BEGIN Data under study
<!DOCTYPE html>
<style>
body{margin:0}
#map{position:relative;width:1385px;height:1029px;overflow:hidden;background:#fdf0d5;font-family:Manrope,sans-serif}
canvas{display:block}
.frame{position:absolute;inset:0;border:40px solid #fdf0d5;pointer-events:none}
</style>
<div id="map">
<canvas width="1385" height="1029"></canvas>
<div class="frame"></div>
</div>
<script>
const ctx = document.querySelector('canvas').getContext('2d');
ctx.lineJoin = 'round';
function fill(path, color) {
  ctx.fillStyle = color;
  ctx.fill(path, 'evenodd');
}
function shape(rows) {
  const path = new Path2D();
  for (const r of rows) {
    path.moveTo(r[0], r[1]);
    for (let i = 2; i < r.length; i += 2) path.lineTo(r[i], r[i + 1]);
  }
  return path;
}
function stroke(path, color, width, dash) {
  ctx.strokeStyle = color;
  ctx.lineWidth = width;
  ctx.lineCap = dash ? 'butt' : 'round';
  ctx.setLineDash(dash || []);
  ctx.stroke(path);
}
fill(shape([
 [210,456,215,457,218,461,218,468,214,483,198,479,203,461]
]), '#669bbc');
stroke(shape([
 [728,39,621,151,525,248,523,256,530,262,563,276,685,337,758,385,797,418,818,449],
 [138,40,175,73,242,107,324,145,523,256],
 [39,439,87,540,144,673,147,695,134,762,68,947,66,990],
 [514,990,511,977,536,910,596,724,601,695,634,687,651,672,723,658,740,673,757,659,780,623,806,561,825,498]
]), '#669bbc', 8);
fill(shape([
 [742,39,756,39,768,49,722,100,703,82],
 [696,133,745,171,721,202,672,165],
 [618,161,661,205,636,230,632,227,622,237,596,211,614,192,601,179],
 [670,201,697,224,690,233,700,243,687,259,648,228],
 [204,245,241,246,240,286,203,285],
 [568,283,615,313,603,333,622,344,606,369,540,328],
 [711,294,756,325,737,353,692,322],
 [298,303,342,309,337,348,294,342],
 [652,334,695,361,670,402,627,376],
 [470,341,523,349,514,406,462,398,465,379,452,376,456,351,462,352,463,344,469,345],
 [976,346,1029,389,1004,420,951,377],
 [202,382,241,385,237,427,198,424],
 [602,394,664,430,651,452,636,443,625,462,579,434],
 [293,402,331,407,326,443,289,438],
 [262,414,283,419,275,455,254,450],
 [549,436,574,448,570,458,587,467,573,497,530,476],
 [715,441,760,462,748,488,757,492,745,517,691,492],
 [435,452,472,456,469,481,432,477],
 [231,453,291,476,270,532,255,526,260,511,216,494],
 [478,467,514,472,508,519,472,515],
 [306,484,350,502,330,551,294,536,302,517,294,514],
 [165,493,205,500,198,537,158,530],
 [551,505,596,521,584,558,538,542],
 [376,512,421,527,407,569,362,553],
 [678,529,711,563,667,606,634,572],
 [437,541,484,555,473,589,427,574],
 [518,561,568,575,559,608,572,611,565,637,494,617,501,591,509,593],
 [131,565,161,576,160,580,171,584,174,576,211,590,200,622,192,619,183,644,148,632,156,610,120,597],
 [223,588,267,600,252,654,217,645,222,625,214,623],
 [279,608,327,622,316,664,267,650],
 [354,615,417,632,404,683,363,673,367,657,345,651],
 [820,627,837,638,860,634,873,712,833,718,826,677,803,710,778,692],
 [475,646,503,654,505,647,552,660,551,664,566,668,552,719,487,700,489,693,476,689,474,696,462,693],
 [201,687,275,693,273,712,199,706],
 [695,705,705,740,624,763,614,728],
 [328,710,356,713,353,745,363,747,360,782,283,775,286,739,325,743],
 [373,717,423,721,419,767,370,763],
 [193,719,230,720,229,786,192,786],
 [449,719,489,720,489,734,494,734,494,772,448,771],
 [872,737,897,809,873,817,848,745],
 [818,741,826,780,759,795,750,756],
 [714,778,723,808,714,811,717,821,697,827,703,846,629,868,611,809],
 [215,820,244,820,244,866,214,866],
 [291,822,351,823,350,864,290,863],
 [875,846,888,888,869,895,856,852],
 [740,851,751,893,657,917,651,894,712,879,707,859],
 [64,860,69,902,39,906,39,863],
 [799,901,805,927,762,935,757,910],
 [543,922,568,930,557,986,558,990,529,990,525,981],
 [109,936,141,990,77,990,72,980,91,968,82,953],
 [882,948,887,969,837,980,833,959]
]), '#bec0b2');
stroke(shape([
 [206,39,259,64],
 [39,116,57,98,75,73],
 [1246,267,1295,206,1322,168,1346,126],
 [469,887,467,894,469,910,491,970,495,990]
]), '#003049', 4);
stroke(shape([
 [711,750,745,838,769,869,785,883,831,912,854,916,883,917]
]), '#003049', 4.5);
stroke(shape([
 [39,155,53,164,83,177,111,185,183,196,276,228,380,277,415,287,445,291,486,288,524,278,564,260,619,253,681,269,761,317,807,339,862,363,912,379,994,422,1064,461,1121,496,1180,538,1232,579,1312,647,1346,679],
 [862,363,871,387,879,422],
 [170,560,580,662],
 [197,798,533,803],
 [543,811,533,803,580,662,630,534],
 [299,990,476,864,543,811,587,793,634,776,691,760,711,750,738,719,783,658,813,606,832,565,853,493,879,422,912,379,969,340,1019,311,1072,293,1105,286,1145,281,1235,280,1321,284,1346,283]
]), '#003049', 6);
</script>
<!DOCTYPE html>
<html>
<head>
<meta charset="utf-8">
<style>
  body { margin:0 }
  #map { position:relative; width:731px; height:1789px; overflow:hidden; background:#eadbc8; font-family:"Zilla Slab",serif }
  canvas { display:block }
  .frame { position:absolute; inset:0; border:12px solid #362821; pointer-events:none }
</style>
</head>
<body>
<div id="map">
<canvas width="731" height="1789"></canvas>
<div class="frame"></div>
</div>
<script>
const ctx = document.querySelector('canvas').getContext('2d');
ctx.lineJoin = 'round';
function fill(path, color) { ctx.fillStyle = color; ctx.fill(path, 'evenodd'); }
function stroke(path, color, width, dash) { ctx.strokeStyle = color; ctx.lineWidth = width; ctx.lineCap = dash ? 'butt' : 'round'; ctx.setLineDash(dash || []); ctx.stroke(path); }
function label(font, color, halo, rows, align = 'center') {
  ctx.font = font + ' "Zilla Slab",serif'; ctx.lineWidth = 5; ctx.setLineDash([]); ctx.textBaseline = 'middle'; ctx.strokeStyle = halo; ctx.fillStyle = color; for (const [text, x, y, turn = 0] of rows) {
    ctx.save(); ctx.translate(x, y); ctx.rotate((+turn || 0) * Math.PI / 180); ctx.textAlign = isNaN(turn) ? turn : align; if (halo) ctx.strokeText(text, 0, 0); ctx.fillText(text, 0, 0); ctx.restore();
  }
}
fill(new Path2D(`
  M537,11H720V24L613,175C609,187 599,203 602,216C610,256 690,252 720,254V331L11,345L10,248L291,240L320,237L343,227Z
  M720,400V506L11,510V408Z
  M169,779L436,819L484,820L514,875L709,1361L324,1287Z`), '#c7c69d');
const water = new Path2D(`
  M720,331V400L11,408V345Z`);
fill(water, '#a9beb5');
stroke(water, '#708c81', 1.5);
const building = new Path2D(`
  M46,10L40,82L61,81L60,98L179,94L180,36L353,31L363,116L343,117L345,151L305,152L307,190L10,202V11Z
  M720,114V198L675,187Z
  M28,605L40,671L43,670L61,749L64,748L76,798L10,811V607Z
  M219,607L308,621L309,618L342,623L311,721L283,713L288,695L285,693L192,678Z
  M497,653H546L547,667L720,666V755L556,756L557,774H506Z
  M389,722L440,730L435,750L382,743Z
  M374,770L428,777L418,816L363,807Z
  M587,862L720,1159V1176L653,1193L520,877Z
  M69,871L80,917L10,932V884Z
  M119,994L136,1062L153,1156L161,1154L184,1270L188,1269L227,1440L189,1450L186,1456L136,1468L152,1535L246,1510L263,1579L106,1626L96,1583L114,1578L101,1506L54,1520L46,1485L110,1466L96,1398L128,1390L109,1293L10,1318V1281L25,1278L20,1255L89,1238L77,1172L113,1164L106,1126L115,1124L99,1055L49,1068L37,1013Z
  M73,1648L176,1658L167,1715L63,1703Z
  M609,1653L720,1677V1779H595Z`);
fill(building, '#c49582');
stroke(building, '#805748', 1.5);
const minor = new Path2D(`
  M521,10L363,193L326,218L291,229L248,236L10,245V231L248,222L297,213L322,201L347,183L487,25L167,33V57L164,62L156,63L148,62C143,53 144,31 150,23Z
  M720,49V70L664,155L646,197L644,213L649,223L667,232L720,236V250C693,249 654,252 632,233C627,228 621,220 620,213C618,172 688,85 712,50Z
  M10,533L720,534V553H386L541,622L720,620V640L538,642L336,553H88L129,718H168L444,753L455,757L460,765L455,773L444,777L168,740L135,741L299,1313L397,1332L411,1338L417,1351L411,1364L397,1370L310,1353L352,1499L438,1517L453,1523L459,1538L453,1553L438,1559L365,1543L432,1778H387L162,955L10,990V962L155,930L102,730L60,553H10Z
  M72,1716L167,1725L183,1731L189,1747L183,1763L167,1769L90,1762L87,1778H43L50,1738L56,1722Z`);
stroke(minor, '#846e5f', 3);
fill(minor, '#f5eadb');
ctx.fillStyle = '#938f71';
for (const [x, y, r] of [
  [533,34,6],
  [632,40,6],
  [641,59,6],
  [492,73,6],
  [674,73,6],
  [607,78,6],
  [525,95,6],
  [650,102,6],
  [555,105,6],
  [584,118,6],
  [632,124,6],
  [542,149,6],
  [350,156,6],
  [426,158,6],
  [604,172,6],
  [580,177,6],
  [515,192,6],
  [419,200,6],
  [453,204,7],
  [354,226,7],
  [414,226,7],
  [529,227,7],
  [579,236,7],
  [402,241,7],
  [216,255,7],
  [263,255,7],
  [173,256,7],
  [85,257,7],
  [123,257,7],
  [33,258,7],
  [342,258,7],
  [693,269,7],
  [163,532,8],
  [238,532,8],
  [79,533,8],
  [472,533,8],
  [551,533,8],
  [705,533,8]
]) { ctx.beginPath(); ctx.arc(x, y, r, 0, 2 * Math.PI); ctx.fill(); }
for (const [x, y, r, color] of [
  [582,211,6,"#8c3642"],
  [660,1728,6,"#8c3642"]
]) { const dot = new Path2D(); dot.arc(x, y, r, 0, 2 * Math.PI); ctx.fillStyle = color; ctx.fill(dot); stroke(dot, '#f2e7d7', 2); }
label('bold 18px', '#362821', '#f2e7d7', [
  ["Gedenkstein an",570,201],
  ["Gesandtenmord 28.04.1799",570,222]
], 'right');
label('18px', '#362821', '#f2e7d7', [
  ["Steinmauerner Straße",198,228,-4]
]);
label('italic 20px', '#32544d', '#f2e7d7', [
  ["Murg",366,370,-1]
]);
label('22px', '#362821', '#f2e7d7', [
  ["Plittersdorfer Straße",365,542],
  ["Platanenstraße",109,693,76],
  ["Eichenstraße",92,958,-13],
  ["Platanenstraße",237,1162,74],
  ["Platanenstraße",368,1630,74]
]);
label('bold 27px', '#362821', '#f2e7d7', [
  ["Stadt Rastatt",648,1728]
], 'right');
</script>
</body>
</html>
END Data under study
_Try it_
Look for the string "block" in the listing above and copy every line holding it.

_Solved exercise_
canvas{display:block}
  canvas { display:block }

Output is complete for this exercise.